» **What is required**
Retype the records below exactly as they stand, but with no images.

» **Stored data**

○ ○ ○ ○

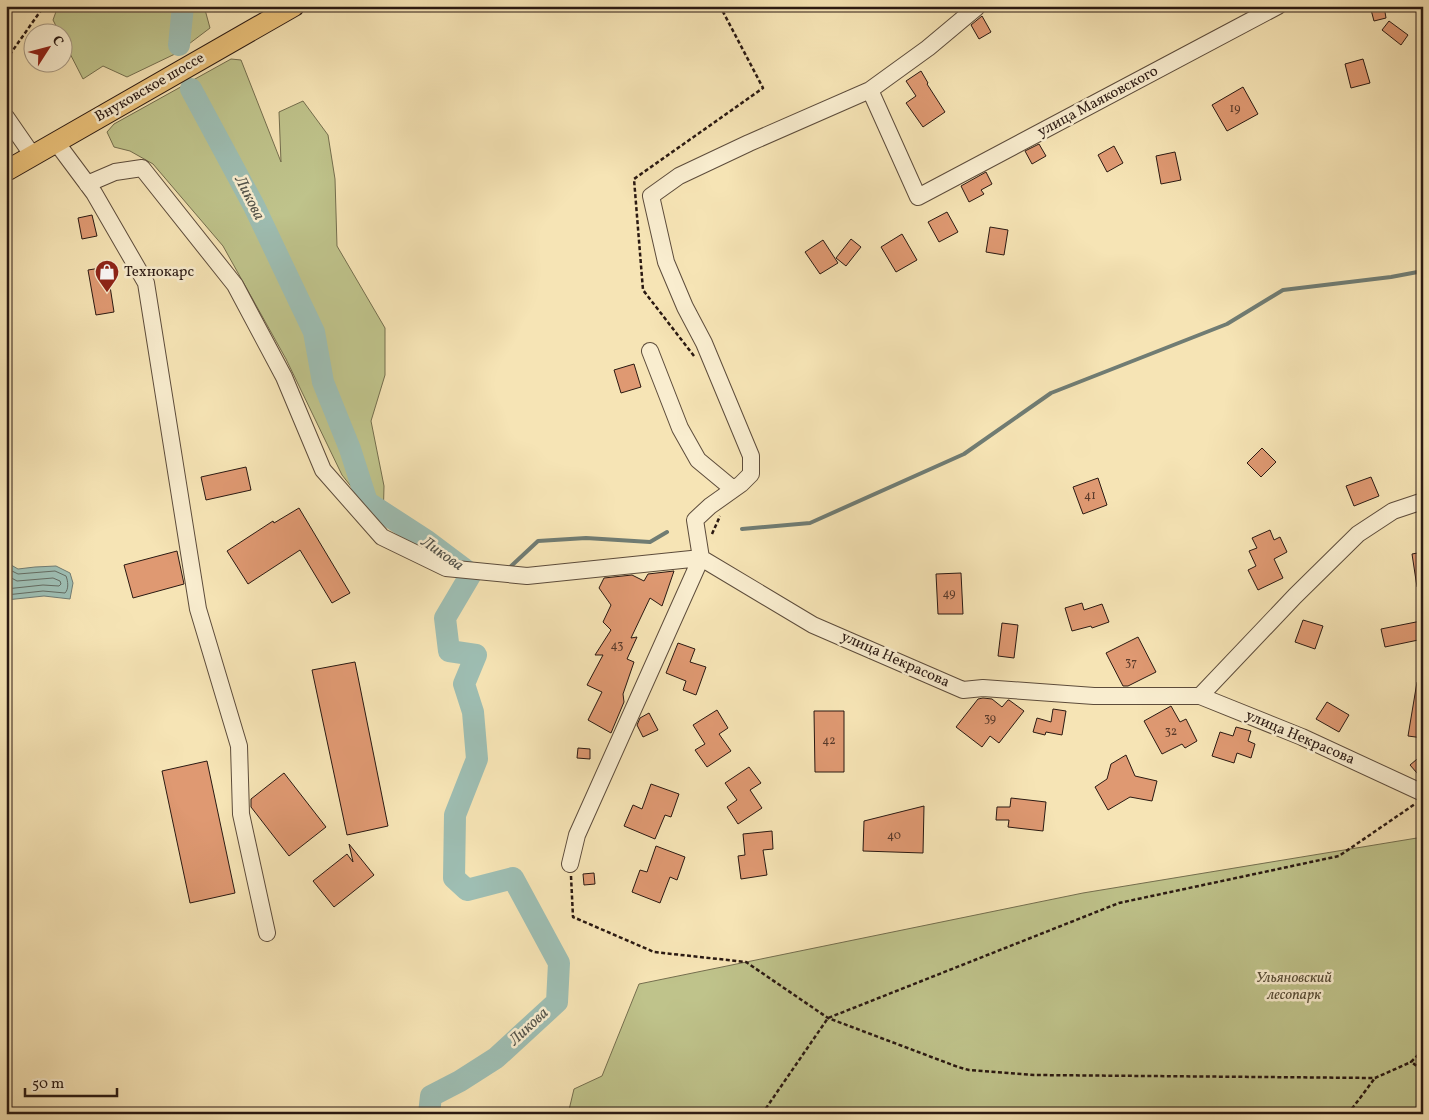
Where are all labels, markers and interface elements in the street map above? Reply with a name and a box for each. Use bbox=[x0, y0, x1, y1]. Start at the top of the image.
north arrow bbox=[22, 22, 72, 72]
text: С bbox=[47, 32, 68, 50]
street label: Внуковское шоссе bbox=[91, 48, 209, 128]
street label: улица Маяковского bbox=[1034, 61, 1162, 143]
house number: 19 bbox=[1230, 101, 1240, 117]
water label: Ликова bbox=[228, 171, 270, 225]
shop icon: Технокарс bbox=[94, 259, 120, 293]
place label: Технокарс bbox=[124, 262, 194, 283]
house number: 41 bbox=[1084, 488, 1096, 504]
water label: Ликова bbox=[415, 531, 468, 577]
house number: 49 bbox=[942, 586, 956, 602]
street label: улица Некрасова bbox=[837, 627, 953, 693]
house number: 43 bbox=[611, 638, 623, 654]
house number: 37 bbox=[1125, 655, 1137, 671]
street label: улица Некрасова bbox=[1242, 705, 1358, 771]
house number: 39 bbox=[984, 711, 996, 727]
house number: 32 bbox=[1165, 724, 1177, 740]
house number: 42 bbox=[822, 733, 836, 749]
house number: 40 bbox=[887, 828, 901, 844]
park label: Ульяновский лесопарк bbox=[1256, 968, 1332, 1006]
water label: Ликова bbox=[503, 1002, 554, 1052]
scale bar bbox=[25, 1065, 118, 1097]
text: 50 m bbox=[32, 1074, 64, 1095]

○ ○ ○ ○

» **Task result**
Where are all labels, markers and interface elements in the street map above? Reply with a name and a box for each. Use bbox=[x0, y0, x1, y1]. Start at the top of the image.
north arrow bbox=[22, 22, 72, 72]
text: С bbox=[47, 32, 68, 50]
street label: Внуковское шоссе bbox=[91, 48, 209, 128]
street label: улица Маяковского bbox=[1034, 61, 1162, 143]
house number: 19 bbox=[1230, 101, 1240, 117]
water label: Ликова bbox=[228, 171, 270, 225]
shop icon: Технокарс bbox=[94, 259, 120, 293]
place label: Технокарс bbox=[124, 262, 194, 283]
house number: 41 bbox=[1084, 488, 1096, 504]
water label: Ликова bbox=[415, 531, 468, 577]
house number: 49 bbox=[942, 586, 956, 602]
street label: улица Некрасова bbox=[837, 627, 953, 693]
house number: 43 bbox=[611, 638, 623, 654]
house number: 37 bbox=[1125, 655, 1137, 671]
street label: улица Некрасова bbox=[1242, 705, 1358, 771]
house number: 39 bbox=[984, 711, 996, 727]
house number: 32 bbox=[1165, 724, 1177, 740]
house number: 42 bbox=[822, 733, 836, 749]
house number: 40 bbox=[887, 828, 901, 844]
park label: Ульяновский лесопарк bbox=[1256, 968, 1332, 1006]
water label: Ликова bbox=[503, 1002, 554, 1052]
scale bar bbox=[25, 1065, 118, 1097]
text: 50 m bbox=[32, 1074, 64, 1095]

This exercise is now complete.